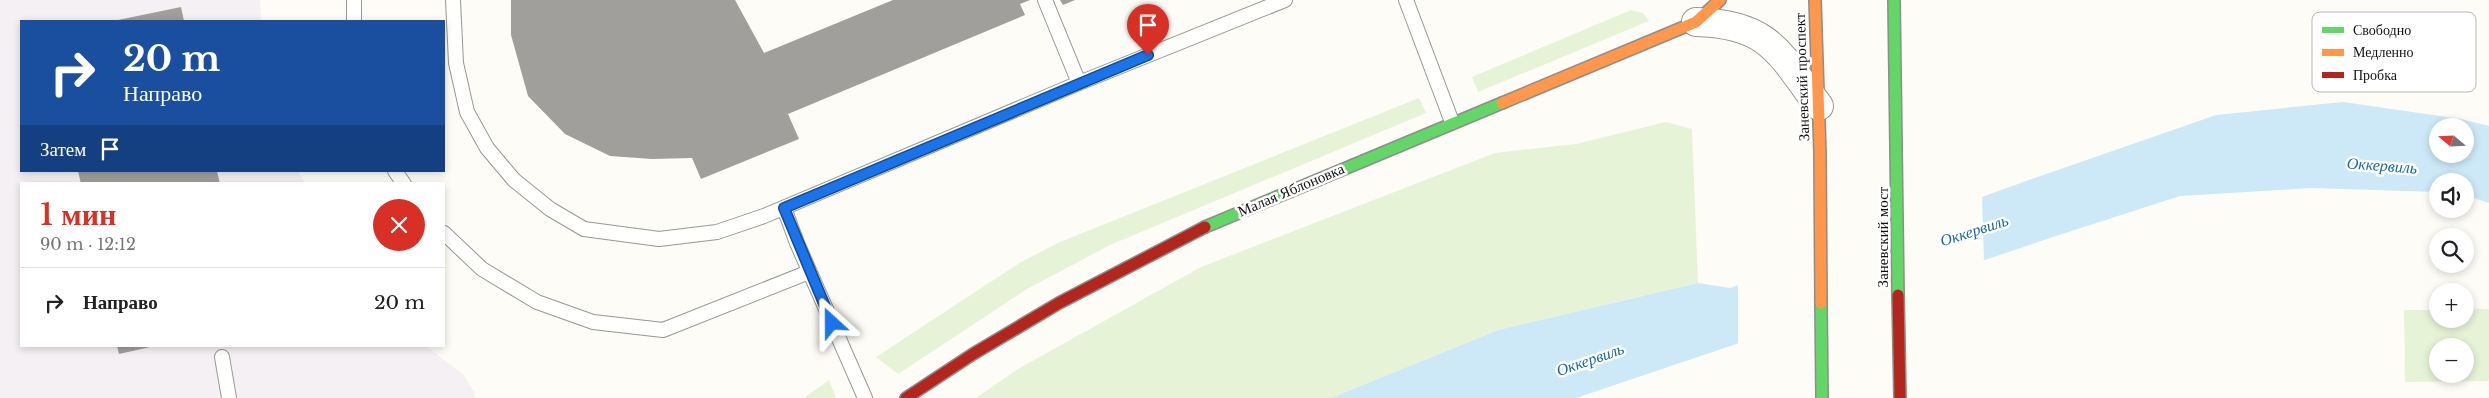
<!DOCTYPE html>
<html lang="ru">
<head>
<meta charset="utf-8">
<style>
	:root { --surface:#fff; --page:#f2f2f2; --text:#202124; --muted:#757577; --line:#e0e0e0; --accent:#d93025 }
	body { margin:0; font-family:"Libre Baskerville",serif; background:var(--page); color:var(--text); height:100vh; display:flex; flex-direction:column; font-size:19px; white-space:nowrap }
	* { box-sizing:border-box; margin:0 }
	p { font-size:16px; color:var(--muted) }
	.icon { flex:none; width:28px; height:28px; fill:none; stroke:currentColor; stroke-width:2; stroke-linecap:round; stroke-linejoin:round }
	.map { position:relative; flex:1; overflow:hidden }
	.details { position:absolute; left:20px; top:182px; width:425px; height:165px; display:flex; flex-direction:column; background:var(--surface); border-radius:0px; box-shadow:0 2px 8px #0003 }
	.details>* { flex:none }
	.banner { position:absolute; left:20px; top:20px; width:425px; height:152px; border-radius:0px; box-shadow:0 2px 8px #0003; background:#1a4fa0; color:#fff; overflow:hidden }
	.needle { width:32px; rotate:289deg }
	.fabs { position:absolute; left:2429px; top:118px; display:grid; gap:10px }
	.fabs a { display:grid; place-items:center; width:45px; height:45px; border-radius:50%; background:var(--surface); box-shadow:0 2px 8px #0003; font-size:25px }
	.pin { position:absolute; display:grid; place-items:center; width:42px; height:42px; color:#fff; margin:-51px -21px; border-radius:50% 50% 50% 0; rotate:-45deg; box-shadow:0 0 5px #0007 }
	.pin .icon { rotate:45deg }
	.me { position:absolute; width:55px; margin:-28px; rotate:336deg; stroke-linejoin:round; filter:drop-shadow(0 0 4px #0008) }
	.turn { display:flex; align-items:center; gap:18px; height:105px; padding:0 20px; font-size:22px }
	.turn .icon { width:65px; height:65px; stroke-width:2.5 }
	.turn b { display:block; font-size:35px; line-height:42px }
	.then { display:flex; align-items:center; height:48px; padding:0 20px; background:#0003; gap:10px; font-size:19px }
	.round { display:grid; place-items:center; flex:none; width:52px; height:52px; border-radius:26px; background:var(--page) }
	.summary { display:flex; align-items:center; justify-content:space-between; height:85px; padding:0 20px }
	h1 { font-size:30px; font-weight:600; line-height:38px; color:var(--accent) }
	ul { padding:0; list-style:none }
	li { display:flex; align-items:center; gap:15px; height:70px; padding:0 20px; border-top:1px solid var(--line) }
	li div { flex:1 }
	li b { display:block; font-size:19px }
	li em { font-style:normal }
	.map>svg:first-child { display:block }
	.industrial { fill:#f5f0f3 }
	.green { fill:#e7f3d7; fill-rule:evenodd }
	.water { fill:#cde8f7; fill-rule:evenodd }
	.pier { fill:#fdfcf7 }
	.building { fill:#a19f9c }
	.lines { fill:none; stroke-linecap:round; stroke-linejoin:round }
	.lane-casing { stroke:#979795; stroke-width:16 }
	.street-casing { stroke:#979795; stroke-width:30 }
	.fast-casing { stroke:#8e8d8b; stroke-width:14 }
	.slow-casing { stroke:#8e8d8b; stroke-width:14 }
	.jam-casing { stroke:#8e8d8b; stroke-width:14 }
	.lane { stroke:#fffffe; stroke-width:14 }
	.street { stroke:#fffffe; stroke-width:28 }
	.fast { stroke:#63d668; stroke-width:11 }
	.slow { stroke:#ff974d; stroke-width:11 }
	.jam { stroke:#b3261e; stroke-width:11 }
	.route-casing { stroke:#114b97; stroke-width:12 }
	.route { stroke:#1a73e8; stroke-width:9 }
	.labels { text-anchor:middle; stroke-width:5; stroke-linejoin:round; paint-order:stroke }
	.street-label { font-size:15px; fill:#111; stroke:#fff }
	.water-label { font-size:16px; font-style:italic; fill:#1768a6; stroke:#fff }
	.key { fill:#fff; stroke:#b8b8b8; stroke-width:1 }
	.key-label { font-size:14px; fill:#111 }
</style>
</head>
<body>
<div class="map">
<svg width="2489" height="398" viewBox="0 0 2489 398">
	<rect width="100%" height="100%" fill="#fdfcf7"/>
	<!-- industrial -->
	<path class="industrial" d="M 0,0 L 260,0 L 261,21 L 21,21 L 21,171 L 298,171 L 305,184 L 21,184 L 21,346 L 426,346 L 464,375 L 475,394 L 474,398 L 0,398 Z"/>
	<!-- green -->
	<path class="green" d="M 1631,10 L 1643,13 L 1649,21 L 1478,92 L 1472,77 Z
		M 1419,98 L 1426,113 L 1110,245 L 1027,289 L 898,374 L 876,357 L 1021,262 L 1060,242 Z
		M 1666,122 L 1692,129 L 1698,283 L 1498,330 L 1331,398 L 976,398 L 1018,369 L 1201,267 L 1495,153 L 1576,144 Z
		M 2465,309 L 2489,309 L 2489,381 L 2405,382 L 2404,310 L 2437,310 L 2438,319 L 2465,319 ZM 2465,346 L 2465,374 L 2438,374 L 2438,346 Z
		M 829,380 L 836,398 L 804,398 Z"/>
	<!-- water -->
	<path class="water" d="M 2343,102 L 2461,119 L 2489,126 L 2489,203 L 2465,195 L 2465,181 L 2438,181 L 2437,192 L 2311,188 L 2180,196 L 2059,235 L 1576,398 L 1331,398 L 1498,330 L 1698,283 L 1730,288 L 2029,180 L 2216,115 ZM 2438,126 L 2465,126 L 2465,154 L 2438,154 Z"/>
	<!-- pier -->
	<path class="pier" d="M 1982,194 L 1984,263 L 1738,346 L 1738,283 Z"/>
	<!-- building -->
	<path class="building" d="M 511,0 L 735,0 L 764,53 L 893,0 L 1030,0 L 1020,4 L 1025,15 L 788,114 L 799,139 L 701,179 L 692,158 L 652,159 L 610,156 L 565,134 L 528,96 L 511,35 Z
		M 1060,0 L 1075,0 L 1063,5 Z
		M 181,7 L 184,21 L 119,21 L 118,20 Z
		M 78,171 L 217,171 L 220,184 L 81,184 Z
		M 117,346 L 150,346 L 150,347 L 119,354 Z"/>
	<g class="lines">
		<defs>
			<path id="lane" d="M 354,0 L 354,21
				M 453,0 L 456,63 L 467,112 L 487,148 L 514,180 L 550,209 L 584,229 L 659,239 L 717,232 L 764,216 L 1079,83 L 1285,0
				M 1045,0 L 1079,83
				M 1406,0 L 1452,122
				M 395,171 L 404,184
				M 784,208 L 797,243 L 865,398
				M 444,233 L 482,269 L 537,302 L 593,322 L 663,330 L 809,272
				M 222,357 L 229,398"/>
			<path id="street" d="M 1696,22 C 1769,24 1779,52 1819,106"/>
			<path id="fast" d="M 1894,0 L 1898,295
				M 1205,227 L 1502,103
				M 1821,303 L 1822,398"/>
			<path id="slow" d="M 1815,0 L 1820,153 L 1821,303
				M 1502,103 L 1696,22 L 1720,0"/>
			<path id="jam" d="M 1898,295 L 1900,398
				M 906,398 L 973,354 L 1059,303 L 1205,227"/>
		</defs>
		<!-- lane casing -->
		<use href="#lane" class="lane-casing"/>
		<!-- street casing -->
		<use href="#street" class="street-casing"/>
		<!-- fast casing -->
		<use href="#fast" class="fast-casing"/>
		<!-- slow casing -->
		<use href="#slow" class="slow-casing"/>
		<!-- jam casing -->
		<use href="#jam" class="jam-casing"/>
		<!-- lane -->
		<use href="#lane" class="lane"/>
		<!-- street -->
		<use href="#street" class="street"/>
		<!-- fast -->
		<use href="#fast" class="fast"/>
		<!-- slow -->
		<use href="#slow" class="slow"/>
		<!-- jam -->
		<use href="#jam" class="jam"/>
	</g>
	<g class="lines">
		<defs>
			<path id="route" d="M 832,323 L 784,208 L 1148,55"/>
		</defs>
		<!-- route casing -->
		<use href="#route" class="route-casing"/>
		<!-- route -->
		<use href="#route" class="route"/>
	</g>
	<g class="labels">
		<!-- street labels -->
		<g class="street-label">
			<text transform="translate(1802 77) rotate(-92)" y="5">Заневский проспект</text>
			<text transform="translate(1291 190) rotate(-23)" y="5">Малая Яблоновка</text>
			<text transform="translate(1883 237) rotate(-90)" y="5">Заневский мост</text>
		</g>
		<!-- water labels -->
		<g class="water-label">
			<text transform="translate(2382 165) rotate(4)" y="6">Оккервиль</text>
			<text transform="translate(1974 230) rotate(-18)" y="6">Оккервиль</text>
			<text transform="translate(1590 359) rotate(-19)" y="6">Оккервиль</text>
		</g>
	</g>
	<!-- legend -->
	<rect x="2312" y="12" width="164" height="80" rx="8" class="key"/>
	<rect x="2322" y="27" width="22" height="6" fill="#63d668"/>
	<rect x="2322" y="49" width="22" height="7" fill="#ff974d"/>
	<rect x="2322" y="72" width="22" height="6" fill="#b3261e"/>
	<g class="key-label">
		<text x="2353" y="35">Свободно</text>
		<text x="2353" y="57">Медленно</text>
		<text x="2353" y="80">Пробка</text>
	</g>
</svg>
<div class="fabs">
<a><svg class="needle" viewBox="-14 -14 28 28"><path d="M0-13l5 13h-10z" fill="#e53935"/><path d="M0 13l5-13h-10z" fill="#757577"/></svg></a>
<a><svg class="icon" aria-label="sound" viewBox="0 0 24 24"><path d="M4 9h4l5-4v14l-5-4H4zM17 9q2 3 0 6"/></svg></a>
<a><svg class="icon" aria-label="search" viewBox="0 0 24 24"><circle cx="10" cy="10" r="6"/><path d="M15 15l6 6"/></svg></a>
<a>+</a>
<a>−</a>
</div>
<div class="pin" style="left:1148px;top:55px;background:#d93025"><svg class="icon" aria-label="arrive" viewBox="0 0 24 24"><path d="M6 21V4h12l-3 4 3 4H6"/></svg></div>
<svg class="me" style="left:832px;top:323px" viewBox="-20 -20 40 40"><path d="M0-17L14 15 0 8-14 15z" fill="#1a73e8" stroke="#fff" stroke-width="4"/></svg>
<div class="banner">
<div class="turn"><svg class="icon" aria-label="right" viewBox="0 0 24 24"><path d="M7 20v-9h11M14 6l5 5-5 5"/></svg><div><b>20 m</b>Направо</div></div>
<div class="then">Затем<svg class="icon" aria-label="arrive" viewBox="0 0 24 24"><path d="M6 21V4h12l-3 4 3 4H6"/></svg></div>
</div>
<section class="details">
<div class="summary"><div><h1>1 мин</h1><p>90 m · 12:12</p></div><a class="round" style="background:#d93025;color:#fff"><svg class="icon" aria-label="close" viewBox="0 0 24 24"><path d="M6 6l12 12M18 6L6 18"/></svg></a></div>
<ul>
<li><svg class="icon" aria-label="right" viewBox="0 0 24 24"><path d="M7 20v-9h11M14 6l5 5-5 5"/></svg><div><b>Направо</b></div><em>20 m</em></li>
</ul>
</section>
</div>
</body>
</html>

********************

WORK INSTRUCTIONS — Only lines with the string "street" are wanted; please find each one in the listing and copy it.

RESPONSE TO THE EXERCISE —
	.street-casing { stroke:#979795; stroke-width:30 }
	.street { stroke:#fffffe; stroke-width:28 }
	.street-label { font-size:15px; fill:#111; stroke:#fff }
			<path id="street" d="M 1696,22 C 1769,24 1779,52 1819,106"/>
		<!-- street casing -->
		<use href="#street" class="street-casing"/>
		<!-- street -->
		<use href="#street" class="street"/>
		<!-- street labels -->
		<g class="street-label">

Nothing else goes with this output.